The president of $26.6 billion Atlassian explains the 'gnarly problem' that prompted its $166 million acquisition of AgileCraft (TEAM)


Jay Simons presenting at Atlassian Summit

  • Atlassian will acquire the Texas-based startup AgileCraft for $166 million, the company announced Monday.
  • AgileCraft helps companies with creating a “master plan” for building, managing, and delivering projects.
  • Atlassian president Jay Simons explains why the company chose to acquire AgileCraft, which follows Atlassian’s acquisitions of Opsgenie last October and Trello in 2017.

Atlassian announced Monday that it will acquire Texas-based startup AgileCraft for $166 million.

AgileCraft, which was founded in 2013, helps companies with building and managing their projects, essentially helping them create a “master plan.” According to PitchBook, AgileCraft raised $10 million after raising its Series B round in 2015.

This deal, which is comprised of approximately $154 million in cash and the remainder in Atlassian restricted shares, is expected to close in early April.

“Customers that we’ve spoken to are really happy about the capability for businesses for agile planning at scale,” Atlassian president Jay Simons told Business Insider. “We’ve got lots of customers who don’t have this capability. My hope is they see the acquisition announcement and join the happy family of customers who are using AgileCraft.”

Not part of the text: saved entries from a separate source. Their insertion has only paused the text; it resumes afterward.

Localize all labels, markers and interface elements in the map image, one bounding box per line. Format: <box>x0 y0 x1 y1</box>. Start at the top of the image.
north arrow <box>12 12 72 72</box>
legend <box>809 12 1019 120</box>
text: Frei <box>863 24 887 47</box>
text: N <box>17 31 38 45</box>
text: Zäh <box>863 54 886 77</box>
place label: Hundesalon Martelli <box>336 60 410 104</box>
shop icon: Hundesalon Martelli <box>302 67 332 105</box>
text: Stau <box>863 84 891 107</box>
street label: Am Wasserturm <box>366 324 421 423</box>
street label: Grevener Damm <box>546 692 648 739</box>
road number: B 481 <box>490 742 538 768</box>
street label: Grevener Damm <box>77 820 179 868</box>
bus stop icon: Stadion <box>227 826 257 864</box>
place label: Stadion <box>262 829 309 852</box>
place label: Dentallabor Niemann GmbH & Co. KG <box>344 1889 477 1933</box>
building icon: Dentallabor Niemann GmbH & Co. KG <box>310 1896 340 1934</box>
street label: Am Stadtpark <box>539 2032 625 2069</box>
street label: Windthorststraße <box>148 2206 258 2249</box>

AgileCraft already has integrations with Atlassian’s popular tools like Jira and Trello, and both AgileCraft and Atlassian have overlapping customers, so this acquisition made sense, Simons says. AgileCraft will help Atlassian‘s customers with better planning, using data from other tools like Jira and Trello.

Read more: $25 billion Atlassian is releasing a new tool to help developers release code faster as it takes on GitHub

AgileCraft can also help companies better understand what they need to do and the roadblocks they face when delivering a project. If a certain part of a software project is lagging behind other teams, or its code is yielding more bugs, for example, AgileCraft can identify it. 

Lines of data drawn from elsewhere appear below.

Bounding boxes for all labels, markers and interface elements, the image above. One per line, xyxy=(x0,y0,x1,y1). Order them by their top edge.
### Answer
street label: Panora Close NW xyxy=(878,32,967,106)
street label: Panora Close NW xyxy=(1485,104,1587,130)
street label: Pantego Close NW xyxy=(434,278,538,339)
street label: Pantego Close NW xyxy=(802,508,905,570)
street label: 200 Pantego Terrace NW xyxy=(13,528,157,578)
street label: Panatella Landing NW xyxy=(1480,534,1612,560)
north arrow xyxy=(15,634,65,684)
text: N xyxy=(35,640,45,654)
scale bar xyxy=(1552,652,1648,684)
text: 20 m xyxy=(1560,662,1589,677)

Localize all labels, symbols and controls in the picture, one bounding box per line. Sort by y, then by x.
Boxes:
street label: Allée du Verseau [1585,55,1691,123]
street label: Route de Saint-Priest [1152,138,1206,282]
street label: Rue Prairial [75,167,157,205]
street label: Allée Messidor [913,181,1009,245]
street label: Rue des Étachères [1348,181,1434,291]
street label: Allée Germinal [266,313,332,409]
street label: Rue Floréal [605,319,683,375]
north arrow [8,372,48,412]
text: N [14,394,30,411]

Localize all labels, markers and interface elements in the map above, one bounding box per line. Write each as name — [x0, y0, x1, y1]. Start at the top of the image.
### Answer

“For really large enterprises, this is a really gnarly problem,” Simons said. “They need the ability to make these kinds of decisions. That’s really what this is about.”

Atlassian acquired Trello for $425 million in 2017, its largest acquisition to date. Atlassian also acquired Opsgenie in October for $295 million.

“Atlassian’s overall strategy is to unleash the potential of every team,” Simons said. “Oftentimes our tools get brought in there to solve collaborative development around technology problems.”